Winegrapes AustraliaWinegrapes Australia is dedicated to marketing and selling premium wine grapes and bulk wine parcels from the most recognized regions across South Australia, direct from our extensive network of growers.

Established in 1992, when a small group of McLaren Vale growers came together over a shared passion for wine, the Winegrapes Australia collective now includes more than 105 growers across 12 regions, 2,200 hectares of vineyard and 900 individual blocks of fruit—including certified organic and biodynamic grapes.

The business has grown to include a large number of growers from across South Australia, with an expanded offering of both grape varieties and wines. Wholly owned by growers, Winegrapes is dedicated to producing some of Australia’s finest grapes, and now, exceptional wines tailor made to your requirements.

Winegrapes Australia

Based in the world renowned region of McLaren Vale in South Australia, Winegrapes Australia continues to be a solution driven business and has become a single credible resource for the supply of grapes, wine and related professional services.

On both domestic and international platforms, Winegrapes Australia has an extensive portfolio of wine resources and remains committed to providing its partners with value, sustainability and leadership in a highly competitive marketplace.

Supplied to your Requirements – 

Winegrapes Australia can supply grapes to your requirements from estate-grown single vineyards through to sub-regional options to provide diversity for blending. And if you’re looking for a particular variety or region, they can source it for you.

Winegrapes Australia can also supply bottle ready wines direct to you for packaging, or produce a finished bottle product to your specification, right through to a fully branded package, ready for retail.

Winegrapes AustraliaFor all your winemaking needs, meet Winegrapes Australia at the IBWS Show in San Francisco, California. The International Bulk Wine and Spirits Show (IBWSS) is an annual trade show and conference which will give wineries, importers, supermarkets, retailers, restaurants, distilleries and other buyers a premiere international platform to source bulk wine and spirits and meet private label suppliers.
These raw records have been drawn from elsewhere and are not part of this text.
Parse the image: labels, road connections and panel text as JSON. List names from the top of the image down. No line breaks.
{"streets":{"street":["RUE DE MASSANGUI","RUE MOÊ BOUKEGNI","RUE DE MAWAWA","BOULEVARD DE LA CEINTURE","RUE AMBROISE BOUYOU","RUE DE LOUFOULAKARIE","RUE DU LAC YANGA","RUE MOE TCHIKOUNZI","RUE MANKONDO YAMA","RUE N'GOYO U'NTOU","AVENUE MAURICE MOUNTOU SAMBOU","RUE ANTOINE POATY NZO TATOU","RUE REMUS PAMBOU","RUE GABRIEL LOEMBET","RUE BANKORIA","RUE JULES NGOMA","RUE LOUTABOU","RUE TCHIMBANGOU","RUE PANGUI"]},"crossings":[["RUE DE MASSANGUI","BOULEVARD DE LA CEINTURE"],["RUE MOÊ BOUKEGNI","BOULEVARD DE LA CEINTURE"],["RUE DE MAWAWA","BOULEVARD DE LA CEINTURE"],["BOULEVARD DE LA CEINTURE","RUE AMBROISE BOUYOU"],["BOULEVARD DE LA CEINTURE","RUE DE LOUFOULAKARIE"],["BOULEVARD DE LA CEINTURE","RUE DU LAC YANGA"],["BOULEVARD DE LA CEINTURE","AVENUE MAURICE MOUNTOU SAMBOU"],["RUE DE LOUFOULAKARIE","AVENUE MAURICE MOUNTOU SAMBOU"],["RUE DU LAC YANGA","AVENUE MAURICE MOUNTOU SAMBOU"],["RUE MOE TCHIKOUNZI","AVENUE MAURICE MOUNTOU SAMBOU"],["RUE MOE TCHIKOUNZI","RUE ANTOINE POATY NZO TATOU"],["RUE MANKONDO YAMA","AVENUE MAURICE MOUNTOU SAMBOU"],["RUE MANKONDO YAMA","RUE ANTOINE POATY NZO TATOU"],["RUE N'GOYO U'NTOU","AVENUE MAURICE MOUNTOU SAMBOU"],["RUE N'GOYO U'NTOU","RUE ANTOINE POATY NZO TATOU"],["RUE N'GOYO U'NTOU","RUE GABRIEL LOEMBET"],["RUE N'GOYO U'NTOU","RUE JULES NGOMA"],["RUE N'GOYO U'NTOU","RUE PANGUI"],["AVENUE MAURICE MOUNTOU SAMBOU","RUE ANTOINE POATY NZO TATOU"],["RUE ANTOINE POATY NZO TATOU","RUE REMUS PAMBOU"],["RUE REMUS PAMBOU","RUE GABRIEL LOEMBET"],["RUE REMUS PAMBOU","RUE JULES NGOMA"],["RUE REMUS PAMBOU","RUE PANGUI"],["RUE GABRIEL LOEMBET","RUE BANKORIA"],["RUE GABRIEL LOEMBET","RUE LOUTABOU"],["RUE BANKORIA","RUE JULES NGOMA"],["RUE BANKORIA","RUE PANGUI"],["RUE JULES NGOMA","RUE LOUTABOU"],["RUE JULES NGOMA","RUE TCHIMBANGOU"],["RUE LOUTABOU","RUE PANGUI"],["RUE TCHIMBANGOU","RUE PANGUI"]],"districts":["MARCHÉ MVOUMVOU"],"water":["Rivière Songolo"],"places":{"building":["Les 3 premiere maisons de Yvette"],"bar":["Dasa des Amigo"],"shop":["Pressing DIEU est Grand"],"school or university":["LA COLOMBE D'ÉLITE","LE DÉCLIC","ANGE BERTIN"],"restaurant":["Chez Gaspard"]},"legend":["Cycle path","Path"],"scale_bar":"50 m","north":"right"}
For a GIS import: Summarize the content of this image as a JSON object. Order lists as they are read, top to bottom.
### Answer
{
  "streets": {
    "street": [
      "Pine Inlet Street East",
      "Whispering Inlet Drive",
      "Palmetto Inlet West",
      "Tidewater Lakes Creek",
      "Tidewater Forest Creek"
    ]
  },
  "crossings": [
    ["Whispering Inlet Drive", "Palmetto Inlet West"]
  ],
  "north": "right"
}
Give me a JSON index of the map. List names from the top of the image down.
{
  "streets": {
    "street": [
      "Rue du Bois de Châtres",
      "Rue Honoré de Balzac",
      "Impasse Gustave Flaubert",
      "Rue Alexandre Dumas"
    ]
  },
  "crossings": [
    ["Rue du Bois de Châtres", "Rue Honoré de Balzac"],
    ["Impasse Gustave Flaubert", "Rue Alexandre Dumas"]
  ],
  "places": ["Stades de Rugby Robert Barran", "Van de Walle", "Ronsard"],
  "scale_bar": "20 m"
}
Book now and save on exhibitor rates 

Only 10 Spots are left to become an Exhibitor at the 2017 International Bulk Wine and Spirits ShowRegister Now and Join the show as an Exhibitor.

Meet Rack & Riddle: custom wine services at IBWS Show

Rack & Riddle Custom Wine Services offers unparalleled services for still and sparkling wine production. Founders and wine industry veterans Rebecca Faust and Bruce Lundquist harness a combined expertise of more than 40 years to create a truly custom operation based in the heart of Sonoma County wine country.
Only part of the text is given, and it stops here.